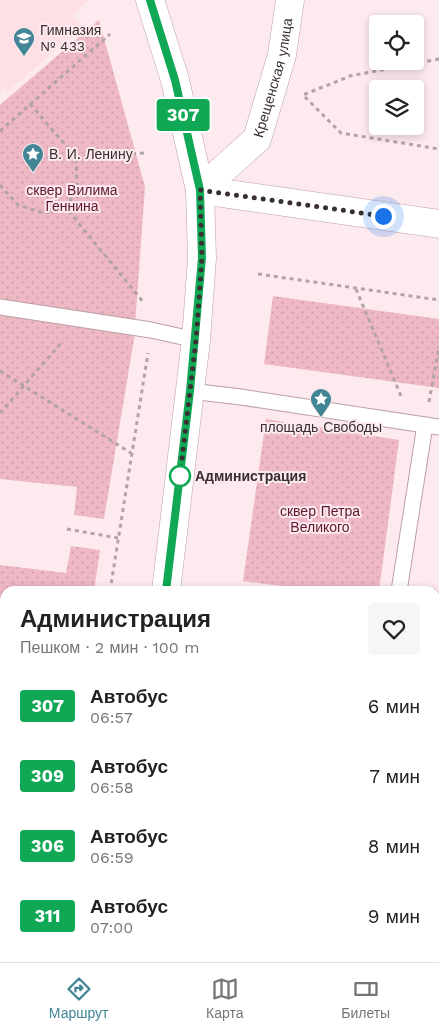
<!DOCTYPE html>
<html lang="ru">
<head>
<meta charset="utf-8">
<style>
	:root { --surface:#fff; --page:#f6f6f6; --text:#222; --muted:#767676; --line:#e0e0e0; --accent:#428595 }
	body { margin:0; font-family:"Work Sans",sans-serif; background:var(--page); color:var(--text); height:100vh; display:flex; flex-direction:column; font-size:19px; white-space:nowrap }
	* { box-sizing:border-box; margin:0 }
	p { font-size:16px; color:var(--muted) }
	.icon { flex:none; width:28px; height:28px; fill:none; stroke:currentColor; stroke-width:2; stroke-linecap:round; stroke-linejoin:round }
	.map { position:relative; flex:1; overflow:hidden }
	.sheet { position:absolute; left:0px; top:586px; width:440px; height:376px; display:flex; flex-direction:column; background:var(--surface); border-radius:15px 15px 0 0; box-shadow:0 2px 8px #0003 }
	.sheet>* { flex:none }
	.badge { padding:0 10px; border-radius:4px; font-size:18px; line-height:32px }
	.buttons { position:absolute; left:369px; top:15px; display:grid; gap:10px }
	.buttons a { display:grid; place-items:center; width:55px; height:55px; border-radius:5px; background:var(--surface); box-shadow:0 2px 8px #0003; font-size:25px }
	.you { position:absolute; width:25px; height:25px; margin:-12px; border:4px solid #fff; border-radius:50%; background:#1a73e8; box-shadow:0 0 0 8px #1a73e833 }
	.map>.badge { position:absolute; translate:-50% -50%; box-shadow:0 0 0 2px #fff }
	.round { display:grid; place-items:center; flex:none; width:52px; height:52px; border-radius:5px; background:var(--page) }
	.headline { display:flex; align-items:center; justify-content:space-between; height:85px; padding:0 20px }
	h1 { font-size:24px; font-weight:700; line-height:38px }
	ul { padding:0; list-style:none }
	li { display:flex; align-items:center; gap:15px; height:70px; padding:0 20px }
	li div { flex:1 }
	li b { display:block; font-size:19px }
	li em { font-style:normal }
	li .badge { min-width:55px; font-weight:700; text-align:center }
	.menu { display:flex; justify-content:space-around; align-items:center; height:70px; border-top:1px solid var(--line); background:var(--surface); font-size:14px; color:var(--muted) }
	.menu a { display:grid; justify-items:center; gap:2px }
	.menu .current { color:var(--accent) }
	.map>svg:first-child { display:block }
</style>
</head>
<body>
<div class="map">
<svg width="439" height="962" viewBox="0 0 439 962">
	<defs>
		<pattern id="park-dots" width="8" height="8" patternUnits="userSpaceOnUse" patternTransform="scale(1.25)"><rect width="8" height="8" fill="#eeb8c4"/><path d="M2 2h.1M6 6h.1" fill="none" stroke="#cd9ea9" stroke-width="1.8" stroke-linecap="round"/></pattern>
		<pattern id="water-ripples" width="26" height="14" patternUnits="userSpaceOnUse" patternTransform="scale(1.25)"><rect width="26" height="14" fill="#87cdde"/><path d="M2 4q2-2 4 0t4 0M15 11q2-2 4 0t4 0" fill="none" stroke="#75b0bf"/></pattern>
	</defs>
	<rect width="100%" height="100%" fill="#fdeaee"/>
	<path fill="#fedfe6" d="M0 0H89L72 15 83 26 7 92 3 88 0 91Z"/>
	<g fill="url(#park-dots)">
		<path d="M99 20 145 187 134 339 104 519 74 515 77 487 0 479V105Z"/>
		<path d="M273 296 439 319V388L264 364Z"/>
		<path d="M266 419 399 440 379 591H321L243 581Z"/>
		<path d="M71 546 100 550 94 591H5V775L0 764V565L66 573Z"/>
		<path d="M435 772 439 773V949H435Z"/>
		<path d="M171 958H279L314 962H162Z"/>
	</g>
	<path fill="url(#water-ripples)" d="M0 772 5 785V843L0 829Z"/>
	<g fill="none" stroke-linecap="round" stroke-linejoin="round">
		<g stroke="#bc9fa5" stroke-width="17">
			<g id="service">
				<path d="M0 307 151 330 196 340"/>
				<path d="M190 391 241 397 425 425"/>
				<path d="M399 591 425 425 439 427"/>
				<path d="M418 958 439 960"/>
			</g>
		</g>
		<g stroke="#bc9fa5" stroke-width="29">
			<g id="minor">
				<path d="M200 190 439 224"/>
				<path id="s1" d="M200 190 257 139 282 55 290 0"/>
			</g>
		</g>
		<g stroke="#bc9fa5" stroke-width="29">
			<g id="secondary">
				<path d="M150 0 175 80 200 190 202 258 196 340 166 591"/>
				<path d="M119 962 121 958"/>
			</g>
		</g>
		<g stroke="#b3a3a7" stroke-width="3" stroke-dasharray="4 4" stroke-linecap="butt">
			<path d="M439 59 350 76 303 95 341 133 439 149"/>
			<path d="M30 104 76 157 77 184 67 209"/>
			<path d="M0 131 110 34"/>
			<path d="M76 157 146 153"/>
			<path d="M0 185 18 205 44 213 67 209 144 303"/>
			<path d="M258 274 439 300"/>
			<path d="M356 289 401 396"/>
			<path d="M0 371 131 453"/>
			<path d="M429 402 439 347"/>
			<path d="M0 413 62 342"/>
			<path d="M67 529 118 538"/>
			<path d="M423 589 439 591"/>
			<path d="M110 591 148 353"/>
			<path d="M435 635H439"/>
			<path d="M0 706 5 717"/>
			<path d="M435 764 439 765"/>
			<path d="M0 944 5 943"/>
			<path d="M350 958 351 962"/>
			<path d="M24 962V958"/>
		</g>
		<use href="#service" stroke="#fff" stroke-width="15"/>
		<use href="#minor" stroke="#fff" stroke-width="28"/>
		<use href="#secondary" stroke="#fff" stroke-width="28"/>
	</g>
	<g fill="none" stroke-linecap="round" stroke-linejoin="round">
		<g stroke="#fff" stroke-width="11">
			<path id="line" d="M150 0 175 80 200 190 202 258 190 391 166 591"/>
		</g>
		<use href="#line" stroke="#10a855" stroke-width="8"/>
		<path stroke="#392e30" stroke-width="5" stroke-dasharray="0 9" d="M180 476 196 340 202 258 200 190 383 216"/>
	</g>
	<defs>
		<g id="school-pin" transform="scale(1.125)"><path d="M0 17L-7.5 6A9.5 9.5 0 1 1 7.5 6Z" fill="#428595" stroke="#fdeaee"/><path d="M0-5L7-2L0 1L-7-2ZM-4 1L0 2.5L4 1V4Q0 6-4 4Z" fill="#fff"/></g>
		<g id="sight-pin" transform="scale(1.125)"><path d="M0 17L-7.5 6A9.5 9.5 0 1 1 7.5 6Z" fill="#428595" stroke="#fdeaee"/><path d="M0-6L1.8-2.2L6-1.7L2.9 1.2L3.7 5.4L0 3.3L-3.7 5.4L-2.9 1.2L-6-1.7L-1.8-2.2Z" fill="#fff"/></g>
	</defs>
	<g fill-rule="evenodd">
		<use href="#school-pin" x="24" y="38"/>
		<use href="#sight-pin" x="33" y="154"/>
		<use href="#sight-pin" x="321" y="399"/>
	</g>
	<circle fill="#fff" stroke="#10a855" stroke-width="2.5" cx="180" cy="476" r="10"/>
	<g text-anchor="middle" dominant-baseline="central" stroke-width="4" stroke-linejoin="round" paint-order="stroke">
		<g font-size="14" fill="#392e30" stroke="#fdeaee" text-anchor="start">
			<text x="40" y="30">Гимназия<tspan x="40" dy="16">№ 433</tspan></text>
			<text x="49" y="154">В. И. Ленину</text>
			<text x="321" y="427" text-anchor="middle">площадь Свободы</text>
		</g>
		<g font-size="14" fill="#392e30" stroke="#fdeaee">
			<text stroke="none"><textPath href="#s1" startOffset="140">Крещенская улица</textPath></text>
		</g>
		<g font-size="14" fill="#5e1630" stroke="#fdeaee">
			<text x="72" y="190">сквер Вилима<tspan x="72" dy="16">Геннина</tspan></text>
			<text x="320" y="511">сквер Петра<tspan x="320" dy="16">Великого</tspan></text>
		</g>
		<g font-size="14" font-weight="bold" fill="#392e30" stroke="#fdeaee" text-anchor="start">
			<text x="195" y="476">Администрация</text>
		</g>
	</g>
</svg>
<div class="buttons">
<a><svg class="icon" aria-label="locate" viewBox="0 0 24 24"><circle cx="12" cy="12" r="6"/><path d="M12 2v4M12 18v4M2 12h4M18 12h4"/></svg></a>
<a><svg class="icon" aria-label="layers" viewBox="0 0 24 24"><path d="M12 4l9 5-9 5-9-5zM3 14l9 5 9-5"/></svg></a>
</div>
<div class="you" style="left:383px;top:216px"></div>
<b class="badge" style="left:183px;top:115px;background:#10a855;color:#fff">307</b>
<section class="sheet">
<div class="headline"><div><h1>Администрация</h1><p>Пешком · 2 мин · 100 m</p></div><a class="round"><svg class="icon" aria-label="heart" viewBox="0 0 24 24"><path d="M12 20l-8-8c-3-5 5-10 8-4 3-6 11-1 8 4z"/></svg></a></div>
<ul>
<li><span class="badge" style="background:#10a855;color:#fff">307</span><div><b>Автобус</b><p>06:57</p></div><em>6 мин</em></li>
<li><span class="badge" style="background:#10a855;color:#fff">309</span><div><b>Автобус</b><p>06:58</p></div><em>7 мин</em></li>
<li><span class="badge" style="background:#10a855;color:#fff">306</span><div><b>Автобус</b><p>06:59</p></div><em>8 мин</em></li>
<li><span class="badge" style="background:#10a855;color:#fff">311</span><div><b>Автобус</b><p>07:00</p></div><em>9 мин</em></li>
</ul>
</section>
</div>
<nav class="menu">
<a class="current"><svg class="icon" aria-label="directions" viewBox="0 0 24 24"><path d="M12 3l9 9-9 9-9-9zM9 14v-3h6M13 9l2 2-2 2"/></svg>Маршрут</a>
<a><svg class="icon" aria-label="map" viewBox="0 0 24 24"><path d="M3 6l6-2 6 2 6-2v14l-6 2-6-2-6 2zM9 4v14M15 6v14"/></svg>Карта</a>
<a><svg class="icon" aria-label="tickets" viewBox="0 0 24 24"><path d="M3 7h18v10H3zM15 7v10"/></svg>Билеты</a>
</nav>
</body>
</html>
══════════
* **Exercise instructions**: If a line in the entries holds the string "buttons", it belongs in the tally; state the tally alone.

* **Exercise answer**: 3